WHAT THE TASK ASKS: Every line in the data below from the one containing "Input: one rendered map. Build" down to the one containing "Input: one rendered map. Parse", both included, must be retyped exactly; no other line is to appear.

Dataset entries:
■ ■ ■ ■ ■
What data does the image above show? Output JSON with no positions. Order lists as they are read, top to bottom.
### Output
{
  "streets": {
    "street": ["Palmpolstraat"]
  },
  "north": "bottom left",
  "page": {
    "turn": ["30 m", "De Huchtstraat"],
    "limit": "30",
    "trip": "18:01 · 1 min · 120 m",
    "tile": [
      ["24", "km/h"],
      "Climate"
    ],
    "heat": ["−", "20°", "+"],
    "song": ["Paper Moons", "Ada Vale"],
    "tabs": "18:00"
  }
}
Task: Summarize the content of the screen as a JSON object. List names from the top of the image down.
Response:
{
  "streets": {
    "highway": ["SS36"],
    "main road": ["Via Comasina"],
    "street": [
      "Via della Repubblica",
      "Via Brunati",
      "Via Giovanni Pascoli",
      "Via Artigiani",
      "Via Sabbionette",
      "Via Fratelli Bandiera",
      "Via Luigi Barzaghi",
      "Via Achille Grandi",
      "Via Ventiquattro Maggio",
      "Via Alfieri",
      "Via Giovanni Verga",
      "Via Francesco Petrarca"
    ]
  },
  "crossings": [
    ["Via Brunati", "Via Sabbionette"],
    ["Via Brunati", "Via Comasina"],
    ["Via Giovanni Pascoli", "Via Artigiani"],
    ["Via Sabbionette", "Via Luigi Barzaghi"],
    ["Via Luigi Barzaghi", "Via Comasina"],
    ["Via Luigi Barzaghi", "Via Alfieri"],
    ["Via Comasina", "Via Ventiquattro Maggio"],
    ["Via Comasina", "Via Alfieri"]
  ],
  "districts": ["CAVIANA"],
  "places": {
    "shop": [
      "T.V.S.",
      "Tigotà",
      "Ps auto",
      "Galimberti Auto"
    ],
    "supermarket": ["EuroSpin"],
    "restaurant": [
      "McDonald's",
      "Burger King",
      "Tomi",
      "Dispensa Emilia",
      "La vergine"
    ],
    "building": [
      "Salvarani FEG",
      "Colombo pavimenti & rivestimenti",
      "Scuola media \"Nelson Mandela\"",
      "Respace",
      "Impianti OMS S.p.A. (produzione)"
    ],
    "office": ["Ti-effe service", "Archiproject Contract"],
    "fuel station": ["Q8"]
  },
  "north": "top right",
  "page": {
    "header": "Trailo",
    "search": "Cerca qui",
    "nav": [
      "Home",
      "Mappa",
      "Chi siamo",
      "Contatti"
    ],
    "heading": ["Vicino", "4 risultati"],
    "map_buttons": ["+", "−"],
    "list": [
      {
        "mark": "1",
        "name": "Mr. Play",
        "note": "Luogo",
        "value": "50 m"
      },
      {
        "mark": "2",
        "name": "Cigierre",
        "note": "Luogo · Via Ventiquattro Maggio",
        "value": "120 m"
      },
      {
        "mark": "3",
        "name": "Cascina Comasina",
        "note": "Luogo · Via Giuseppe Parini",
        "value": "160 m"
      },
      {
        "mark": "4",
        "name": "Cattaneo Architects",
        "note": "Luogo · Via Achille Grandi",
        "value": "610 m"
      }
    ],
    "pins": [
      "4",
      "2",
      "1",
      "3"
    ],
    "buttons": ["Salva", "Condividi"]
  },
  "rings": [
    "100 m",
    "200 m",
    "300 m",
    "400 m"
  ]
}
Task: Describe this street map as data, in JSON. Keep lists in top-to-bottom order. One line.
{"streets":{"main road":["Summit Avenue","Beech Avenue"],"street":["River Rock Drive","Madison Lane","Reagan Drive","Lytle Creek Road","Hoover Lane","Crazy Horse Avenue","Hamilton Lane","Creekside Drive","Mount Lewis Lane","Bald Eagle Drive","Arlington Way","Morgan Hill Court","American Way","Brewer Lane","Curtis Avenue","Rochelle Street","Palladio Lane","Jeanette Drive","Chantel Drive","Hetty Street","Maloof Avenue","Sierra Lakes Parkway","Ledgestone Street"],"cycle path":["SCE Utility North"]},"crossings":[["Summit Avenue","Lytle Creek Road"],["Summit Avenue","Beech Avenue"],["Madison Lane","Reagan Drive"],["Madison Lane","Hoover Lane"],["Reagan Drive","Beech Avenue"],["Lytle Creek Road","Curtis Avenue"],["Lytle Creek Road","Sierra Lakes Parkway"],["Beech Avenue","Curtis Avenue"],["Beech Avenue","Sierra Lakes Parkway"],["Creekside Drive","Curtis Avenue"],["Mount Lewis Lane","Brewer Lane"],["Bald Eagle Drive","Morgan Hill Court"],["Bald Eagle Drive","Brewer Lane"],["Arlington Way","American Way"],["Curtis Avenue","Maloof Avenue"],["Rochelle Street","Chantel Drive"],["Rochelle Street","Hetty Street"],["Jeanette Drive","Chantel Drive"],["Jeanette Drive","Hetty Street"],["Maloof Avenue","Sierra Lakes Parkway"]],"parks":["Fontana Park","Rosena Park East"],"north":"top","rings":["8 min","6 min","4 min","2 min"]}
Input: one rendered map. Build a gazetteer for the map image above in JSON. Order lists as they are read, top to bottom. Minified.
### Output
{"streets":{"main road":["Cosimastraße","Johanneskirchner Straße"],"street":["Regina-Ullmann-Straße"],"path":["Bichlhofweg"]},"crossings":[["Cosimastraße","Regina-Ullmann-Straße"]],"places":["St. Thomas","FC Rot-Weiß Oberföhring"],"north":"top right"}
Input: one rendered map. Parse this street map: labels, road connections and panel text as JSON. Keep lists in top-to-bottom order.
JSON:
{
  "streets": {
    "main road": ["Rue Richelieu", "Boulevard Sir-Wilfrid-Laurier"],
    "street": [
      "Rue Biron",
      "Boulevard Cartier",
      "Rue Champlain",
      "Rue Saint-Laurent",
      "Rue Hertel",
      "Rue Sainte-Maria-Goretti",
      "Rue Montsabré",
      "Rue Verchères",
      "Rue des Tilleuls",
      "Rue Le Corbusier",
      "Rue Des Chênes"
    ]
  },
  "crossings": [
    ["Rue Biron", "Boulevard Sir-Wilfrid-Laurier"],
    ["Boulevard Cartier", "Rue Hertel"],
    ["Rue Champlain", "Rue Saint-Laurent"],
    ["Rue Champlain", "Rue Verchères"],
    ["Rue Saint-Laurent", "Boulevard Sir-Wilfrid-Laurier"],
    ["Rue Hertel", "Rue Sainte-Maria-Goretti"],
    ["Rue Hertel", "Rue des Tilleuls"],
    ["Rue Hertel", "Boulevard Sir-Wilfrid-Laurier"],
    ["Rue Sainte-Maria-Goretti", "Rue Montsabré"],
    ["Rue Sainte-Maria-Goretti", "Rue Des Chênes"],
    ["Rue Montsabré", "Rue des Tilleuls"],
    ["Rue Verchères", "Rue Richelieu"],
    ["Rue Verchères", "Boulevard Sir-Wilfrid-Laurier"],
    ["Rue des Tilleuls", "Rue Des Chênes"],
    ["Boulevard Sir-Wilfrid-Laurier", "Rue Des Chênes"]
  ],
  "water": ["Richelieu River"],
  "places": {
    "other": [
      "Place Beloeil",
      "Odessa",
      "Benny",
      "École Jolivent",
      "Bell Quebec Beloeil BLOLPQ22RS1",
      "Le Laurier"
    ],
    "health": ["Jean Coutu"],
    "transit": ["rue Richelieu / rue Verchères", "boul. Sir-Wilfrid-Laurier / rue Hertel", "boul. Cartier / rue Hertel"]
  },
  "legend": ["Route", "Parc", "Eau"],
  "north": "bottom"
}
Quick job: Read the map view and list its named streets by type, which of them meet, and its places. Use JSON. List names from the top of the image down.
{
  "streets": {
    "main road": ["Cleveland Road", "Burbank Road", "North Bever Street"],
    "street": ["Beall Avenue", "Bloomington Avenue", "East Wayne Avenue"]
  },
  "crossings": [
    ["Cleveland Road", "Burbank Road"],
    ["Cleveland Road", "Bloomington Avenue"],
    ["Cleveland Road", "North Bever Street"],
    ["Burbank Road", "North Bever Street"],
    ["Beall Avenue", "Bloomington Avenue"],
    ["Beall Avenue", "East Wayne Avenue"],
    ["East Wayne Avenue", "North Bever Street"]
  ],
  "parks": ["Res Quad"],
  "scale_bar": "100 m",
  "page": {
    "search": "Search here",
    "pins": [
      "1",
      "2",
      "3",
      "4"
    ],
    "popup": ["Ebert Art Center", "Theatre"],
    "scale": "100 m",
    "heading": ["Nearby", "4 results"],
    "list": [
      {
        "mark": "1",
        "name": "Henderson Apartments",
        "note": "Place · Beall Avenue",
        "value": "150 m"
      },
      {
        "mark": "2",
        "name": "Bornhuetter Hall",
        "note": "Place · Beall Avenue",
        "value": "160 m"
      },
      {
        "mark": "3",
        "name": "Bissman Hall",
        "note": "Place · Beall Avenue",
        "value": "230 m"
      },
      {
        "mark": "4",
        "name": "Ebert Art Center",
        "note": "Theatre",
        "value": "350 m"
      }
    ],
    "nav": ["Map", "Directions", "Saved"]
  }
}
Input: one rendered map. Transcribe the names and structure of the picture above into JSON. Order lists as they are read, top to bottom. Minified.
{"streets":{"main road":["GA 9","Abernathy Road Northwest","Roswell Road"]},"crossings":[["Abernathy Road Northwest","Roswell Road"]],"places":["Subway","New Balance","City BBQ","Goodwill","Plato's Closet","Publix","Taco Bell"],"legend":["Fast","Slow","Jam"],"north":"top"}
■ ■ ■ ■ ■
ANSWER FOR THE TASK:
Input: one rendered map. Build a gazetteer for the map image above in JSON. Order lists as they are read, top to bottom. Minified.
### Output
{"streets":{"main road":["Cosimastraße","Johanneskirchner Straße"],"street":["Regina-Ullmann-Straße"],"path":["Bichlhofweg"]},"crossings":[["Cosimastraße","Regina-Ullmann-Straße"]],"places":["St. Thomas","FC Rot-Weiß Oberföhring"],"north":"top right"}
Input: one rendered map. Parse this street map: labels, road connections and panel text as JSON. Keep lists in top-to-bottom order.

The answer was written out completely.